Stuff Packs are sort of mini-expansions, and Nifty Knitting is all about, well, knitting. Somehow - whether by bugs that are not yet smoothed out, or by design - the Nifty Knitting Stuff Pack has perfectly recreated the slide from “oh, knitting is kind of cool”, into the creation of wool mailbox covers and jumpers that have scarves built in. I played for a few hours, and in that space of time my Sim evolved naturally into a hunched yarn hermit, rocking incessantly on her new chair and eschewing everything in favour of more knitting. Including food, sleep and conversation. It is the closest The Sims has yet come to allowing me to create myself. And it is too real.

I started crocheting last Christmas, because the only thing in the room I stayed in at my mum’s house apart from a bed, and a book about Victorian torture, was a kit to make some Star Wars amigurumi (little stuffed crocheted or knitted figurines). Cut to: me untangling a four-strand cotton thread while watching the Sopranos, because I have to finish this shawl before I can finish the project that is going to be a project basket to put my unfinished projects in. There are, right now, three large sacks of yarn behind my sofa. Eventually it gets to the point that making something called a Fandango Bobble Cape seems like a rational thing to do. So it goes, it seems, in The Sims. Like all Stuff Packs, this one adds a clutch of new things for Create A Sim (mostly hideous knitwear, obviously), as well as some cute new build items for Sims to use as a signal that they are well into crafts. It’s mostly pastel shades of shelving with lots of clutter slots, but I love the clutter bits themselves - project bags and half-finished knits and so on. There are also four different rocking chairs, the better for sittin’ and knittin’ in. I randomised a Sim with some of the new CAS items, built them a home with the new pre-designed granny cave living room, put all the Nifty Knitting furniture in, and set them a-knitting. So far, so good, so “oh yeah, I got it from a market stall, it’s a plant pot made of wool”. The craft-obsessional issues arise with the new Aspirations, life goals you can build into your Sim when you create them. With Nifty Knitting, you can give your Sim the Aspiration of Lord/Lady of the Knits, which basically translates to “I want to knit a load of shit all day, every day, forever.” Like with any other skill in The Sims, your Sim gets better at it the more they do it. They start off being able to make socks and animal beanie hats (although anyone will tell you that turning an ankle can be quite hard) and progress to jumpers, baby onesies and the aforementioned knitted mailbox covers, which are suitably awful. You can sell the fruits of your own personal loom on an online store called Plopsy, without having to ever leave the house. Pretty soon, my Sim was hawking rugs for nearly §200 a throw. Also, many of the things you can make are actually lovely, particularly the little toys. Here is an extremely cute little tortoise that has a strawberry shell. I love it.

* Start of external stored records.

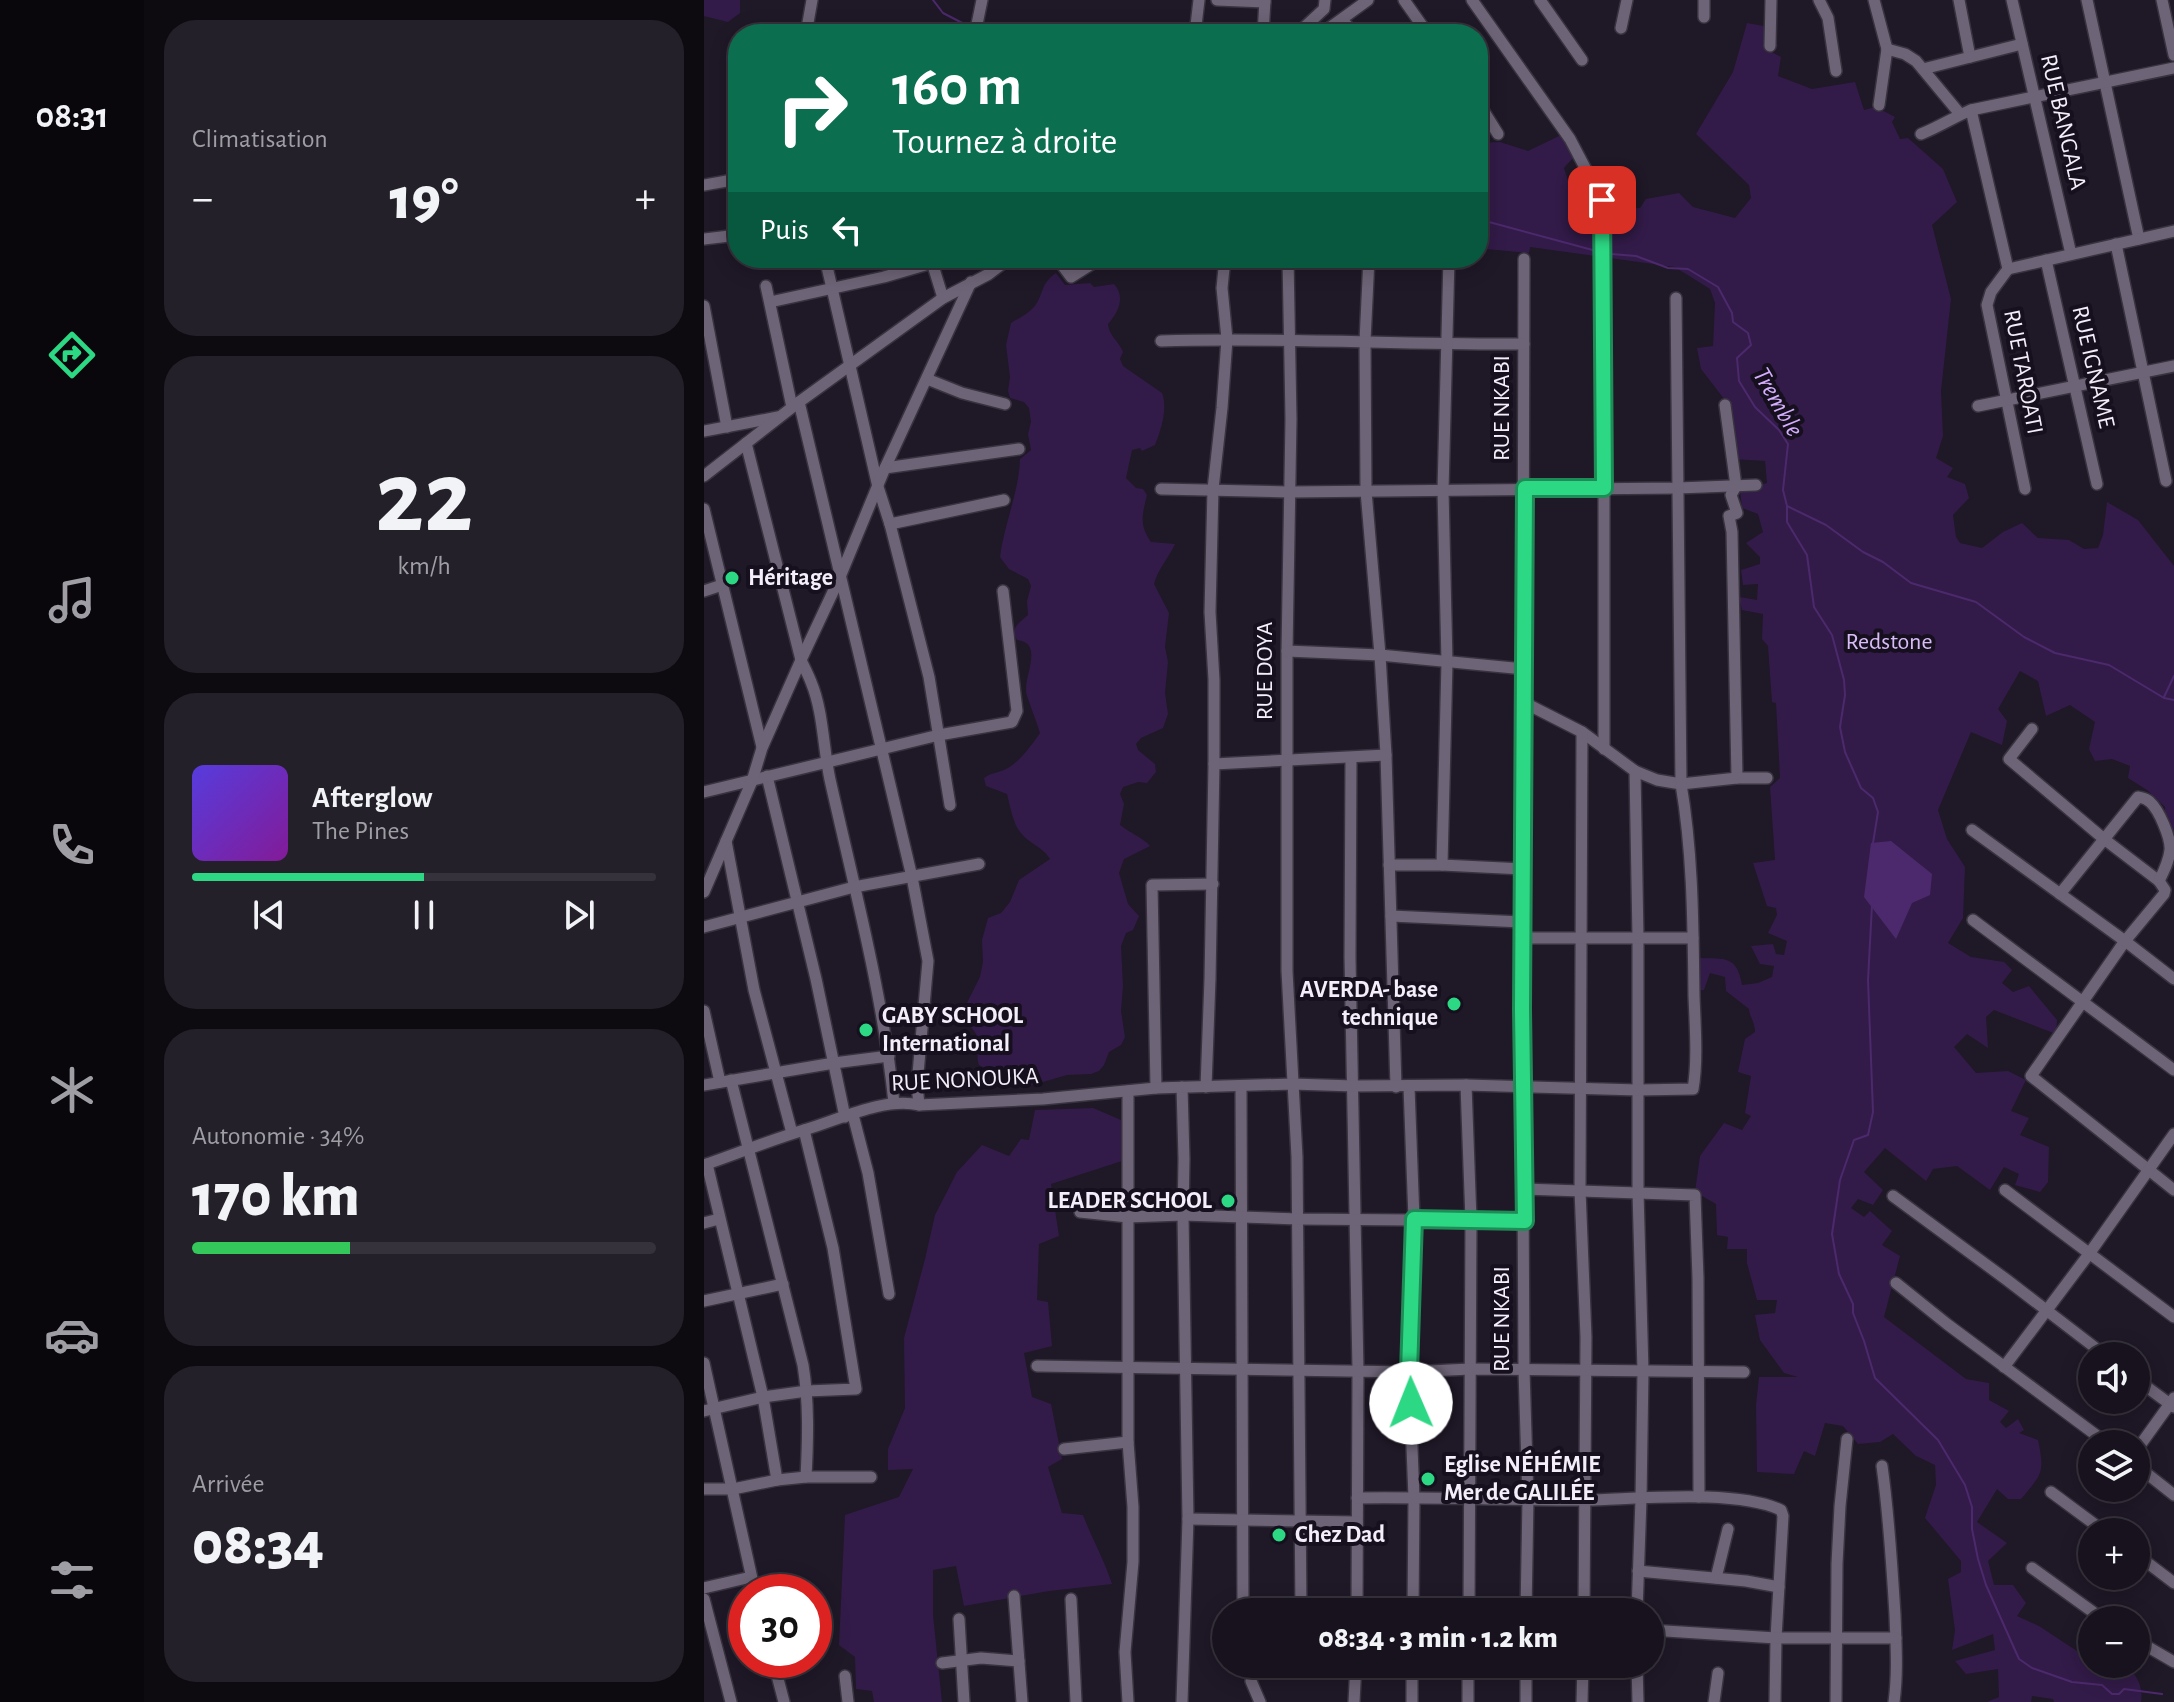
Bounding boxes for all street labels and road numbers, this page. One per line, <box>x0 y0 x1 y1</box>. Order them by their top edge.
street label: RUE BANGALA <box>2036 52 2090 192</box>
street label: RUE IGNAME <box>2067 304 2119 431</box>
street label: RUE TAROATI <box>1999 308 2047 436</box>
street label: RUE NKABI <box>1490 355 1514 461</box>
street label: RUE DOYA <box>1253 622 1277 720</box>
street label: RUE NONOUKA <box>891 1064 1040 1096</box>
street label: RUE NKABI <box>1490 1266 1514 1372</box>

That is, however, the only thing in her life my Sim does at all. Nifty Knitting turned her into a weird knitting obsessive who sleeps at odd hours, gets up fretfully in the night and takes naps at 6am, discards meals in the middle of eating them even if she is at the point of starvation, abruptly hangs up phone calls, and eschews getting dressed even in the middle of winter. She just returns, like a moth drawn to a terrible flame, to her rocking chair, cold, hungry, bereft of social contact. And she knits. And, dear god, the unfinished projects. If you have Nifty Knitting, anywhere your Sim can sits, they can knits, and I think a bug is causing my Sim to somehow start new projects by ordering the yarn whenever she takes a piss or has a bath (which in fairness is pretty accurate to real life as well). It is stressful for me just observing the list! I cannot imagine what it’s like to be her, constantly dithering between finishing one of four pairs of socks or making progress on a plant pot holder. And it’s not even my fault! I’m not making her do this! All my time goes into making her attend to her basic needs beyond knitting! I cannot begin to make you understand how hard it is to make this woman eat an entire sandwich. She will walk away from it four or five times and have to have her faced pushed into it, like how you teach a puppy to wee on newspaper, before she will finish it. It’s basically an extremely specific horror story. You have wandered the wrong way in a quiet neighbourhood, possibly after leaving a party, and find yourself trekking through a field that… wait, it’s not a field, it’s an untended garden, and there’s a house with a light on. But it’s 4am! Who would still be awake now? And as you approach, the snow muffling everything, you hear just one sound. An unceasing creak… creak…. creak. Dare you peep through the window to see? Like, yes, she can make herself a jumper of Excellent quality. But at what cost? AT WHAT COST?

Anyway, the Sims Nifty Knitting Stuff Pack is out now for £10/€10/$10, via Origin and Steam, and it’s pretty great. If you like knitting. If you don’t, it’s probably super weird.